Figure 4 also captures this dynamic. For all drugs, increasing the drug concentration increases the total volume of the tumor affected by the agent, mainly by killing more cells. Indeed, in the hypothetical limiting case where the concentration tends to infinity, all the tumor cells will reach the cytotoxic threshold, and the injured cell fraction trends toward zero. On the other hand, when the concentration of the injected drug is already below the cytotoxic threshold, cells are only injured rather than killed, in which case the injured cell fraction trends to 1. Moreover, while doxorubicin and etoposide cover a wider range of concentrations with larger values of injured cell fraction (above 0.3), cisplatin tends to flatten out to a horizontal asymptote more quickly (Figure 4). Since diffusion is virtually the same for all three agents, this may reflect the smaller range of injury for cisplatin compared to the other agents. For both doxorubicin and etoposide, the injury threshold is several orders of magnitude lower than the lethal threshold, whereas for cisplatin, the difference is only a factor of ten.

In line with our previous results from a computational model of intratumoral drug delivery aimed at cytotoxicity [5], we found statistically significant benefits of apportioning the delivered dose between multiple injections to increase the tumor volume exposed to a concentration within the sub-lethal injurious range (Figure 3). Our findings thus suggest that maximum cell injury with minimal risk of immune cell ablation occurs when a chemotherapeutic agent is administered in multiple injections at a concentration just above the sub-lethal injurious interval.
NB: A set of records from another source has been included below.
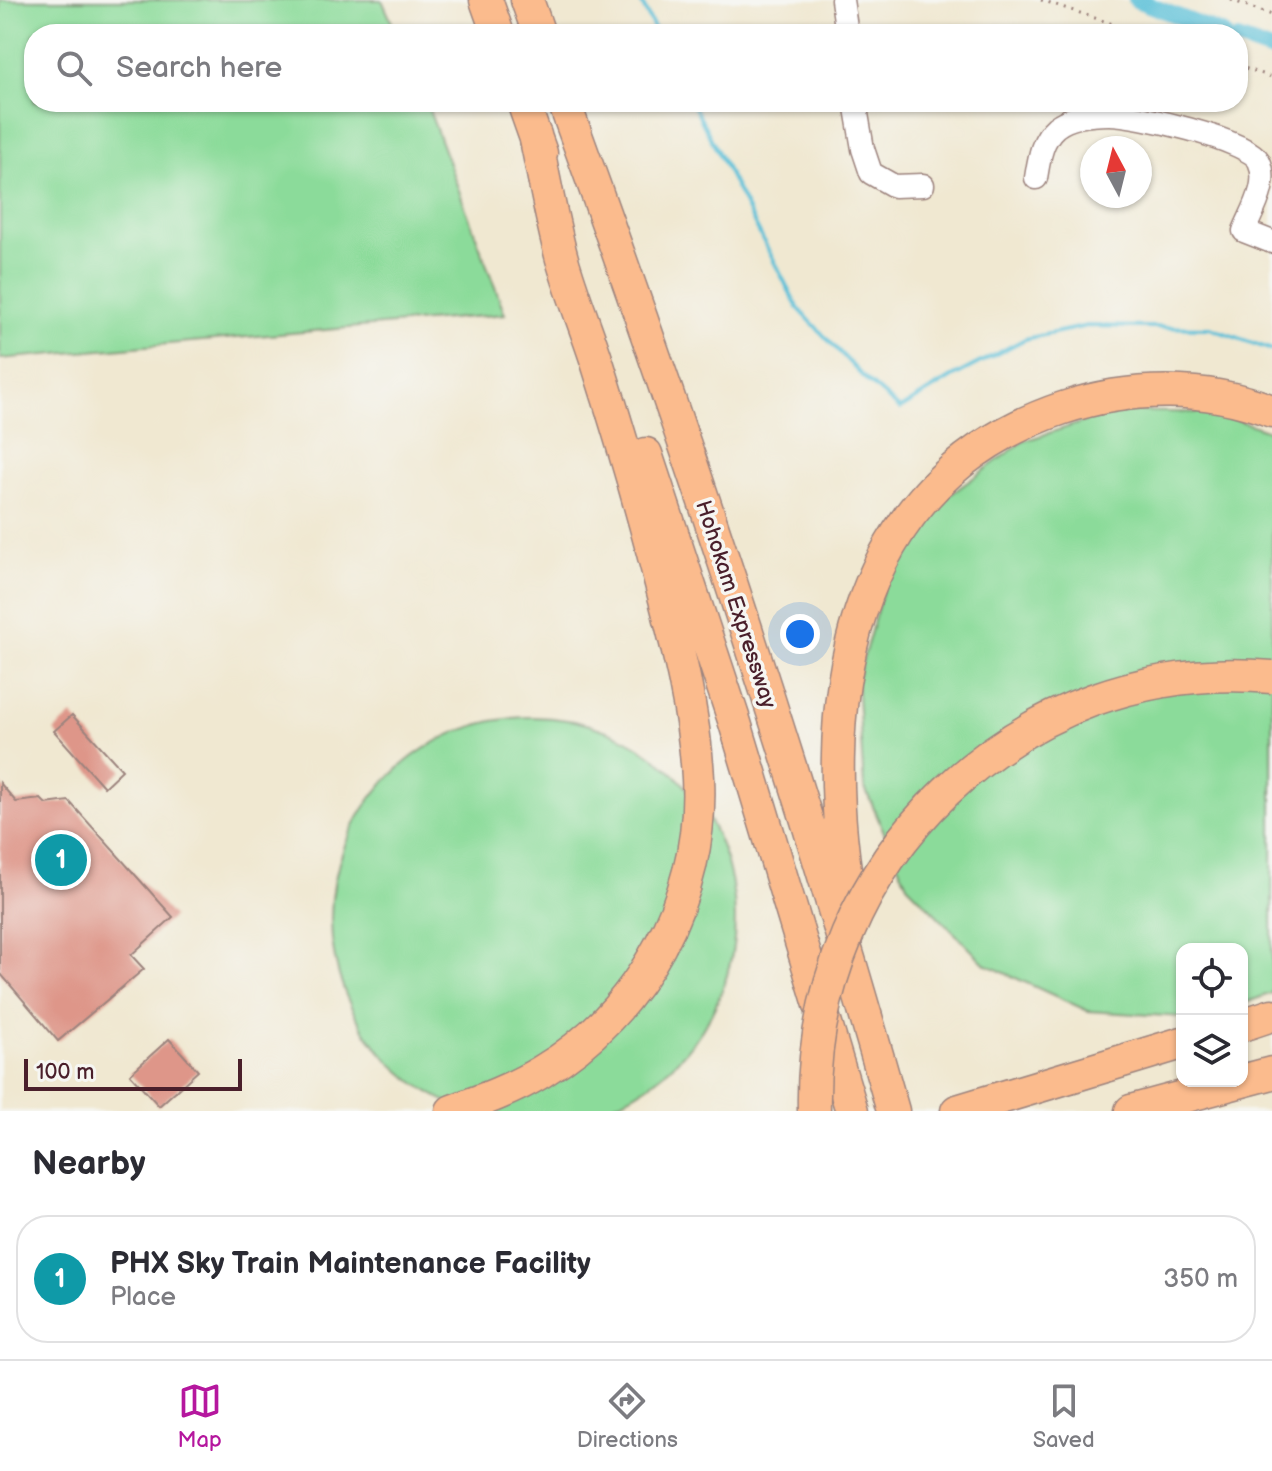 <!DOCTYPE html>
<html lang="en">
<head>
<meta charset="utf-8">
<style>
  body { margin:0; font-family:"Balsamiq Sans",sans-serif; background:#f7f7f7; color:#2b2b33 }
  .controls { position:absolute; right:24px; bottom:24px; display:grid; overflow:hidden; border-radius:16px; box-shadow:0 2px 6px #0004 }
  .controls button { width:72px; height:72px; display:grid; place-items:center; padding:0; border:0; border-bottom:2px solid #e1e1e2; background:#fff; color:#2b2b33; font:40px sans-serif }
  .compass { position:absolute; left:1080px; top:136px; width:72px; height:72px; border-radius:50%; background:#fff; box-shadow:0 2px 6px #0004; rotate:353deg }
  .scale { position:absolute; left:24px; bottom:20px; width:218px; box-sizing:border-box; padding-left:8px; border:4px solid #4a1f2b; border-top:0; font-size:22px; line-height:28px; white-space:nowrap; color:#4a1f2b; -webkit-text-stroke:6px #f6f6f2; paint-order:stroke }
  .you { position:absolute; left:800px; top:634px; width:28px; height:28px; margin:-20px; border:6px solid #fff; border-radius:50%; background:#1a73e8; box-shadow:0 0 0 12px #1a73e833 }
  .badge { display:grid; place-items:center; width:52px; height:52px; border-radius:50%; background:#b5179e; color:#fff; font-size:26px; font-weight:700 }
  .pin { position:absolute; translate:-50% -50%; border:4px solid #fff; box-shadow:0 2px 8px #0006 }
  .list { margin:0; padding:0; list-style:none }
  h2 { display:flex; justify-content:space-between; align-items:center; height:104px; margin:0; padding:0 32px; font-size:34px }
  h2 small { font-size:26px; font-weight:400; color:#7c7c81 }
  .list li { display:grid; grid-template-columns:52px 1fr auto; gap:24px; align-items:center; box-sizing:border-box; height:128px; margin:0 16px 16px; padding:0 16px; border:2px solid #e1e1e2; border-radius:32px }
  .list b { display:block; font-size:30px; white-space:nowrap }
  .list p { margin:0; font-size:26px; white-space:nowrap; color:#7c7c81 }
  .list em { font-size:26px; font-style:normal; color:#7c7c81 }
  .icon { flex:none; width:44px; height:44px; fill:none; stroke:currentColor; stroke-width:2; stroke-linecap:round; stroke-linejoin:round }
  .map { position:relative; flex:none; width:1272px; height:1111px; overflow:hidden }
  .search { position:absolute; background:#fff; box-shadow:0 2px 6px #0004; left:24px; right:24px; top:24px; height:88px; display:flex; align-items:center; gap:20px; box-sizing:border-box; padding:0 28px; border-radius:32px; color:#7c7c81; font-size:30px }
  .sheet { height:248px; background:#fff }
  nav { display:flex; justify-content:space-around; align-items:center; box-sizing:border-box; height:112px; border-top:2px solid #e1e1e2; background:#fff; font-size:22px; color:#7c7c81 }
  nav a { display:grid; justify-items:center; gap:4px }
  nav .on { color:#b5179e }
  .map>svg:first-child { display:block }
  .green { fill:#8bdb9a; stroke:#6a7d62; stroke-width:2 }
  .lines { fill:none; stroke-linecap:round; stroke-linejoin:round }
  .stream { stroke:#5ac0d8; stroke-width:4 }
  .canal { stroke:#5ac0d8; stroke-width:16 }
  .building { fill:#de9689 }
  .minor-casing { stroke:#9d847e; stroke-width:25 }
  .highway-casing { stroke:#9d847e; stroke-width:35 }
  .path { stroke:#9d847e; stroke-width:3; stroke-dasharray:2 6; stroke-linecap:butt }
  .minor { stroke:#fff; stroke-width:22 }
  .highway { stroke:#fbbb8d; stroke-width:32 }
  .highway-bridge-casing { stroke:#9d847e; stroke-width:35; stroke-linecap:butt }
  .highway-bridge { stroke:#fbbb8d; stroke-width:32 }
  .labels { text-anchor:middle; stroke-width:7; stroke-linejoin:round; paint-order:stroke }
  .street-label { font-size:22px; fill:#4a1f2b; stroke:#f6f6f2 }
</style>
</head>
<body>
<div class="map">
<svg width="1272" height="1111" viewBox="0 0 1272 1111">
  <rect width="100%" height="100%" fill="#f6f6f2"/>
  <filter id="ink" filterUnits="userSpaceOnUse"><feTurbulence type="fractalNoise" baseFrequency=".0125" numOctaves="2"/><feDisplacementMap in="SourceGraphic" scale="16" xChannelSelector="R" yChannelSelector="G"/><feConvolveMatrix kernelMatrix="1 2 1 2 8 2 1 2 1" color-interpolation-filters="sRGB"/></filter>
  <filter id="wash" filterUnits="userSpaceOnUse"><feTurbulence type="fractalNoise" baseFrequency=".006" numOctaves="4" result="noise"/><feDisplacementMap in="SourceGraphic" scale="32" xChannelSelector="R" yChannelSelector="G"/><feGaussianBlur stdDeviation="1.8" result="paint"/><feColorMatrix in="noise" values="0 0 0 0 0 0 0 0 0 0 0 0 0 0 0 0 0 1.4 0 .05"/><feComposite in="paint" operator="in"/></filter>
  <g filter="url(#wash)">
    <rect width="100%" height="100%" fill="#f0e8d1"/>
    <!-- green -->
    <path class="green" d="M0,0h382l15,34h-363v68h392l79,212 -505,45z
      M1118,411l99,2 55,19v561l-30,11v-55h-60v68l-94,-6 -103,-47 -78,-79 -43,-99 -7,-106 28,-98 58,-82 81,-59z
      M331 919a202 202 0 1 1 404 0a202 202 0 1 1-404 0Z"/>
    <g class="lines">
      <!-- stream -->
      <path class="stream" d="M640,0l17,34
        M692,102l106,206 65,69 37,32 52,-32 73,-38 62,-13 123,2 62,22"/>
      <!-- canal -->
      <path class="canal" d="M1136,0l88,34
        M1238,39l34,12"/>
    </g>
    <g id="blocks">
      <!-- building -->
      <path class="building" d="M72,715l50,55 -18,17 -50,-56z
        M0,783l16,19 25,-3 5,5 23,-3 104,116 -42,38 13,14 -86,72 -58,-68z
        M169,1039l29,32 -39,35 -29,-32z"/>
    </g>
  </g>
  <g filter="url(#ink)">
    <use href="#blocks" fill-opacity="0" stroke="#9d847e" stroke-width="2"/>
    <g class="lines">
      <!-- minor casing -->
      <g class="minor-casing">
        <path id="minor" d="M842,0l5,34
          M855,102l8,47 8,24 23,13 29,-1
          M1036,178c3,-18 5,-38 20,-51 14,-11 36,-13 53,-13 26,0 138,25 150,47 11,23 -7,50 -15,70l28,11"/>
      </g>
      <!-- highway casing -->
      <g class="highway-casing">
        <path id="highway" d="M486,0l12,34
          M527,0l12,34
          M523,102l18,51
          M564,102c121,332 233,669 329,1009
          M646,454l89,269 117,388
          M852,912c-38,-200 -10,-430 211,-504 67,-22 142,-23 209,3
          M1242,1025l30,-10
          M1242,1081l30,-8
          M452,1111c31,-11 61,-22 89,-39 101,-60 163,-176 157,-294 -4,-76 -26,-151 -45,-225 -17,-64 -36,-128 -56,-191 -11,-34 -25,-68 -35,-103 -11,-40 -18,-83 -27,-124
          M957,1111l225,-68
          M1131,1111l111,-30"/>
      </g>
      <!-- path -->
      <path class="path" d="M1041,0l102,34
        M1231,0l41,15
        M1238,66l34,11"/>
      <!-- minor -->
      <use href="#minor" class="minor"/>
      <!-- highway -->
      <use href="#highway" class="highway"/>
      <!-- highway-bridge casing -->
      <g class="highway-bridge-casing">
        <path id="highway-bridge" d="M814,1111c-6,-251 206,-457 458,-434"/>
      </g>
      <!-- highway-bridge -->
      <use href="#highway-bridge" class="highway-bridge"/>
    </g>
  </g>
  <g class="labels">
    <!-- street labels -->
    <g class="street-label">
      <text transform="translate(737 604) rotate(72)" y="8">Hohokam Expressway</text>
    </g>
  </g>
</svg>
<div class="controls">
<button><svg class="icon" aria-label="locate" viewBox="0 0 24 24"><circle cx="12" cy="12" r="6"/><path d="M12 2v4M12 18v4M2 12h4M18 12h4"/></svg></button>
<button><svg class="icon" aria-label="layers" viewBox="0 0 24 24"><path d="M12 4l9 5-9 5-9-5zM3 14l9 5 9-5"/></svg></button>
</div>
<svg class="compass" viewBox="-18 -18 36 36"><path d="M0-13l5 13h-10z" fill="#e53935"/><path d="M0 13l5-13h-10z" fill="#7c7c81"/></svg>
<div class="scale">100 m</div>
<div class="you"></div>
<div class="pin badge" style="left:61px;top:860px;background:#0f9aa8">1</div>
<div class="search"><svg class="icon" aria-label="search" viewBox="0 0 24 24"><circle cx="10" cy="10" r="6"/><path d="M15 15l6 6"/></svg>Search here</div>
</div>
<section class="sheet">
<h2>Nearby<small></small></h2>
<ul class="list">
<li><span class="badge" style="background:#0f9aa8">1</span><div><b>PHX Sky Train Maintenance Facility</b><p>Place</p></div><em>350 m</em></li>
</ul>
</section>
<nav>
<a class="on"><svg class="icon" aria-label="map" viewBox="0 0 24 24"><path d="M3 6l6-2 6 2 6-2v14l-6 2-6-2-6 2zM9 4v14M15 6v14"/></svg>Map</a>
<a><svg class="icon" aria-label="directions" viewBox="0 0 24 24"><path d="M12 3l9 9-9 9-9-9zM9 14v-3h6M13 9l2 2-2 2"/></svg>Directions</a>
<a><svg class="icon" aria-label="saved" viewBox="0 0 24 24"><path d="M7 4h10v16l-5-4-5 4z"/></svg>Saved</a>
</nav>
</body>
</html>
There are a number of important limitations to this study, and many are related to simplifying assumptions of the model. For example, we assume that the biophysical properties are uniform throughout the tumor. Moreover, we solely modeled tumor cell injury and death and did not specifically model the subsequent response of immune mediators. This step is necessary, although in many cases not sufficient, for initiating a tumor immune response. Subsequent steps in the immune response require a detailed understanding of the biophysical environment that drives cancer-associated fibroblasts and functionally excludes T cells, the nature of the tumor immune microenvironment (including suppressive and activating T cell subsets and proportions of exhausted, double-negative, and activated T cells), antigen presenting cell density and effectiveness, rates of migration and the extent of extratumoral immune cells, and a number of other factors for which there are currently little data regarding the short term (<1 week) time scale changes induced by these chemotherapeutic agents in human tumors. The sub-lethal injurious interval was selected based on literature values from a number of in vitro studies. Although selecting a different sub-lethal injurious interval would affect the total number of injured cells, our model demonstrated a lack of sensitivity to injury levels by concentration. Finally, we based our computational model on a single tumor morphology, which limits the generalizability of our conclusions.
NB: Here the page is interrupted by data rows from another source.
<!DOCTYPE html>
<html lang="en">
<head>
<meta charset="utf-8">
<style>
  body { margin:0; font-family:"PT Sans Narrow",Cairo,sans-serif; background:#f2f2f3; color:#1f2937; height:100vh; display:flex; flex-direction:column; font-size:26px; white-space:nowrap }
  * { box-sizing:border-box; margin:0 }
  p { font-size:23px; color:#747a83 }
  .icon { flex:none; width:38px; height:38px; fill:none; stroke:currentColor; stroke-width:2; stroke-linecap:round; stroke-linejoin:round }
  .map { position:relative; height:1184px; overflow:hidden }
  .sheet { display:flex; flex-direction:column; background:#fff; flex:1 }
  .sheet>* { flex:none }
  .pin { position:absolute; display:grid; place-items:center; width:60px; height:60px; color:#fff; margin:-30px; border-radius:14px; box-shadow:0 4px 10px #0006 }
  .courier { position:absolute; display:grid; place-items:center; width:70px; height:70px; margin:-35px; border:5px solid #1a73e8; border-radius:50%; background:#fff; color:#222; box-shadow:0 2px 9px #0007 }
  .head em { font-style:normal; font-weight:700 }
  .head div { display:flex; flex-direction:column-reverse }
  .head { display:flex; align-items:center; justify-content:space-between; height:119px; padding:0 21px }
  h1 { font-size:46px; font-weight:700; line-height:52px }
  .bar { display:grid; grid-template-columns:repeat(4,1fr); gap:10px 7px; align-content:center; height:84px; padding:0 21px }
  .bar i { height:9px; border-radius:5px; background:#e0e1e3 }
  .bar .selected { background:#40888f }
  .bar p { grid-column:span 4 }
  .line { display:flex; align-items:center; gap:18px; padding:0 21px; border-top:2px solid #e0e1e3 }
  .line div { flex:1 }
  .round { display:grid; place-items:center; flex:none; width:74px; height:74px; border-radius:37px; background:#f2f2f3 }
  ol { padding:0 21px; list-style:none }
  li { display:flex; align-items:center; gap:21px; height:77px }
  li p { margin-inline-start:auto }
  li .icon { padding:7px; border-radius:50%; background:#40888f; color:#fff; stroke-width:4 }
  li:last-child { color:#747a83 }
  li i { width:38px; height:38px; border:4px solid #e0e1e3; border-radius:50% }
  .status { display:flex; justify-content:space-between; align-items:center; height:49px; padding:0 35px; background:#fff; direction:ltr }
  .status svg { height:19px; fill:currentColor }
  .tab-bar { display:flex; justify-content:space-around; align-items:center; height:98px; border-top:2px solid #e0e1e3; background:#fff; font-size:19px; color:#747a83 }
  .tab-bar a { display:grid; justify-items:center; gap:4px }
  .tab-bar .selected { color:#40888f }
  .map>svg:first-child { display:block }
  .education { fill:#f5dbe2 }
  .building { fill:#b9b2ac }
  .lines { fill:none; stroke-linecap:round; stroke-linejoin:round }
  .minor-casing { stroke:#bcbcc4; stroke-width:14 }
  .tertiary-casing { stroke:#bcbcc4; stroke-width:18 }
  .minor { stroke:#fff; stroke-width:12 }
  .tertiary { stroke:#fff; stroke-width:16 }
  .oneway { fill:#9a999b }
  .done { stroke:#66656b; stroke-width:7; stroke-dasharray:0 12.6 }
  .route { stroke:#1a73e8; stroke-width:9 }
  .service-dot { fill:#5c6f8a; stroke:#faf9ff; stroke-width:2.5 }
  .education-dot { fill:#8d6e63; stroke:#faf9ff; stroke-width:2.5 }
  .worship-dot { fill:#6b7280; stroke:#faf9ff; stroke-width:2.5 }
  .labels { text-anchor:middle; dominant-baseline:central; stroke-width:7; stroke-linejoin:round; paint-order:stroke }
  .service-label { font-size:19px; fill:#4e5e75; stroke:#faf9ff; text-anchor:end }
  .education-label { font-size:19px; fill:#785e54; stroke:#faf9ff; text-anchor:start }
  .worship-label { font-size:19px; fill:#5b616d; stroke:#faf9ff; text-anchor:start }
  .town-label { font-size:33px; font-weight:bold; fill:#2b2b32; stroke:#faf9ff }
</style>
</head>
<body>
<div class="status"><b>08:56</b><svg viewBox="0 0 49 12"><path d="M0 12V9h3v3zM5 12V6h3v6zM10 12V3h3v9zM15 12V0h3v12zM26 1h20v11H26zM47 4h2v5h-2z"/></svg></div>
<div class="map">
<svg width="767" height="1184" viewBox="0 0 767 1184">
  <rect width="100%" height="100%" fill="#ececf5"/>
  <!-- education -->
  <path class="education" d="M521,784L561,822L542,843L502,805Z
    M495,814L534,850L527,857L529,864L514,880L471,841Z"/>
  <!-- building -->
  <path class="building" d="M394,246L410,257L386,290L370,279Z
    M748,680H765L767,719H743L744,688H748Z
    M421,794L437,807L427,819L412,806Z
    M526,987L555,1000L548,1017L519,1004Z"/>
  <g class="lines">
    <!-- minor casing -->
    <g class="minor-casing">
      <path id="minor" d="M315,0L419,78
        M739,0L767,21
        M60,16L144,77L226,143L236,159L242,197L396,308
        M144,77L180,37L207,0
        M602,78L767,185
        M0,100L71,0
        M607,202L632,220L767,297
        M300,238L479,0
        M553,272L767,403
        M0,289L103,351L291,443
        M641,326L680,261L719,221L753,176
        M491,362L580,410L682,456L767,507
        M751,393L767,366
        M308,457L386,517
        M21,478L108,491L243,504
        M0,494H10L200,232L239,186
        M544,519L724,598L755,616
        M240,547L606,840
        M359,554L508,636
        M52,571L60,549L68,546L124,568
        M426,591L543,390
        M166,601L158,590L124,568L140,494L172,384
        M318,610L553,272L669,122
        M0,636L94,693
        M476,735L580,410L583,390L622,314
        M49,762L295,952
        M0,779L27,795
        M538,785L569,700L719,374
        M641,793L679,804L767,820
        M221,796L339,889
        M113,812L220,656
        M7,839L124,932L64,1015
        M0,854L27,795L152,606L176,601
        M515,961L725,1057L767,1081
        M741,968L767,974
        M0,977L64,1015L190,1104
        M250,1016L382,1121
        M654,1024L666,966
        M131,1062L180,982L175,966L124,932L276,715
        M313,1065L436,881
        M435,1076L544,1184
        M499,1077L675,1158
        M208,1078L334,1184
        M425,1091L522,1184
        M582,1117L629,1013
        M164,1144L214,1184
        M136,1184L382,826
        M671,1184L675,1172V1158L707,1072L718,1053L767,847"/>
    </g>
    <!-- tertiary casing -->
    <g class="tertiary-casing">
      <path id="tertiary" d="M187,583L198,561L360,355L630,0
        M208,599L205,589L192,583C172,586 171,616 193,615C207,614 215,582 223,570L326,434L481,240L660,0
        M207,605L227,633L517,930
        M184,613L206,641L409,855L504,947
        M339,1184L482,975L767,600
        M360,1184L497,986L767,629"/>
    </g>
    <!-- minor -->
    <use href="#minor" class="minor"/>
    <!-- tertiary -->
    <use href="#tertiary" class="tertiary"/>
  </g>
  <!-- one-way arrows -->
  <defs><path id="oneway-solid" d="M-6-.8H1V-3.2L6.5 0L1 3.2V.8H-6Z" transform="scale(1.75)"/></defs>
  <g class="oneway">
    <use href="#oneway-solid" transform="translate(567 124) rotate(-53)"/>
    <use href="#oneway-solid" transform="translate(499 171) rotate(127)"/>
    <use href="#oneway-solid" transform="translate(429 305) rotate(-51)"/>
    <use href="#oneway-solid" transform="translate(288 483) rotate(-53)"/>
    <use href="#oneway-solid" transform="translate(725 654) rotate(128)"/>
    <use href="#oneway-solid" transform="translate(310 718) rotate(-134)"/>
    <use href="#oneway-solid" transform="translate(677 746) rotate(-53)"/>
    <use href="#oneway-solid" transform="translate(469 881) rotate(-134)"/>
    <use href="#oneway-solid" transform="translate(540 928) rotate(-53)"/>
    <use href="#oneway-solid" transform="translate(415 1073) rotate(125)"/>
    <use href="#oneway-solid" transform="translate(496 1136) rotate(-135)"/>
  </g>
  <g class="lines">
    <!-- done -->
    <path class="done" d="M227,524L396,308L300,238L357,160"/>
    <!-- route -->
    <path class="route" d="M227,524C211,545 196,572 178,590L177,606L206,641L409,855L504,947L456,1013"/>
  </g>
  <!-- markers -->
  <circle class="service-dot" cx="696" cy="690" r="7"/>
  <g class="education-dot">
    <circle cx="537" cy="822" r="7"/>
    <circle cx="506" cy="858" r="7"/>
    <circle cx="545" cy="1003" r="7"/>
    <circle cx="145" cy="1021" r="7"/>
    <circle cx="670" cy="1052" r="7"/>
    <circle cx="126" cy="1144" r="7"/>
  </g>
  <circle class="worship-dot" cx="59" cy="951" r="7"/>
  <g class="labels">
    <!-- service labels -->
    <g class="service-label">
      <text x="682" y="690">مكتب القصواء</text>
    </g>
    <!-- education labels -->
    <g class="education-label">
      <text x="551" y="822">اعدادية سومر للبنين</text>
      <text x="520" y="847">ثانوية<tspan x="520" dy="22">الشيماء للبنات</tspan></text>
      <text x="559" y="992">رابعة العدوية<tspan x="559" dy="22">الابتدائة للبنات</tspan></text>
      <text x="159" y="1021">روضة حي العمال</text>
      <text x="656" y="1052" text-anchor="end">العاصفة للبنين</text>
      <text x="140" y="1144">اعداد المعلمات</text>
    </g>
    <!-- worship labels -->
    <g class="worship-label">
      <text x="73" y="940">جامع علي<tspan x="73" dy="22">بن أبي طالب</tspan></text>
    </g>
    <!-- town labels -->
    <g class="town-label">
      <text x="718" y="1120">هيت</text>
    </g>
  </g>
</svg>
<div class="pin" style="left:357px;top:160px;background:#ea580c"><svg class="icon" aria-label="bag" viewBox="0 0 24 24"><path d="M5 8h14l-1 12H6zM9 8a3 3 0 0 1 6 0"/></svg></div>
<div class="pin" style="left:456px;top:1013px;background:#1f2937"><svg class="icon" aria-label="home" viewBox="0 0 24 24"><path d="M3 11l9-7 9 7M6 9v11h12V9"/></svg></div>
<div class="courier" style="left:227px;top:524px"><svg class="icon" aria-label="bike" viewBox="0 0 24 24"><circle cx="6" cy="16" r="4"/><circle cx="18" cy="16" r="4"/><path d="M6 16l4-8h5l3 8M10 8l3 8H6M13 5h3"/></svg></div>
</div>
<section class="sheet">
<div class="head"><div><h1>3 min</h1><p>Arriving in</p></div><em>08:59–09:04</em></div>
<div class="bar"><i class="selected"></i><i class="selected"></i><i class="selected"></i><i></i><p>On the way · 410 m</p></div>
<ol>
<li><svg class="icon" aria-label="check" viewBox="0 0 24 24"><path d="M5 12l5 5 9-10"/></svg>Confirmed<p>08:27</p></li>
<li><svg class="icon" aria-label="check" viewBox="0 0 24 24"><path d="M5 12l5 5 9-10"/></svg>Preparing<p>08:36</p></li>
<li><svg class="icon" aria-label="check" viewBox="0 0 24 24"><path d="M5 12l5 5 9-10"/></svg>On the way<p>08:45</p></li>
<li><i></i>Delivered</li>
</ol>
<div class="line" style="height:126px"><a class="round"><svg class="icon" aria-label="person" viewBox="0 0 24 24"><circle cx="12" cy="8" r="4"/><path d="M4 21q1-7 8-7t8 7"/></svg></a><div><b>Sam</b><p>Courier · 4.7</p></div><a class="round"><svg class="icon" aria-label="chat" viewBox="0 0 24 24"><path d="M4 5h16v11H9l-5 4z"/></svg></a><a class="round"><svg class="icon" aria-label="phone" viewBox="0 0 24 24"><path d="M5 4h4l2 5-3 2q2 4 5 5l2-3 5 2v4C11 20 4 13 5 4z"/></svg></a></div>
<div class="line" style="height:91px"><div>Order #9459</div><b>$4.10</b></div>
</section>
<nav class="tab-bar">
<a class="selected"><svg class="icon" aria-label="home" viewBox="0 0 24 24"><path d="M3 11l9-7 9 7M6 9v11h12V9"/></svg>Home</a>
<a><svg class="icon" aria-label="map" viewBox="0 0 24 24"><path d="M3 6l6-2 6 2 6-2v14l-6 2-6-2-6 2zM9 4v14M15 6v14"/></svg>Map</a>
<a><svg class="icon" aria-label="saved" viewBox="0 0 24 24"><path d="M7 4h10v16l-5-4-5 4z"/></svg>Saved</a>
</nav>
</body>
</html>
In conclusion, model simulations suggest that chemotherapy agents delivered at the same concentration as used intravenously generate significant cell death but with little gain in tumor cell injury. The optimal concentration for intratumoral chemotherapy required to maximize tumor cell injury is just above the sub-lethal injurious level, which is orders of magnitude lower than that which is typically used for intravenous therapy. This may offer a substantial benefit to patients through reductions in systemic exposure to the drug and further minimize off-target side effects that are already modest for intratumoral drug delivery.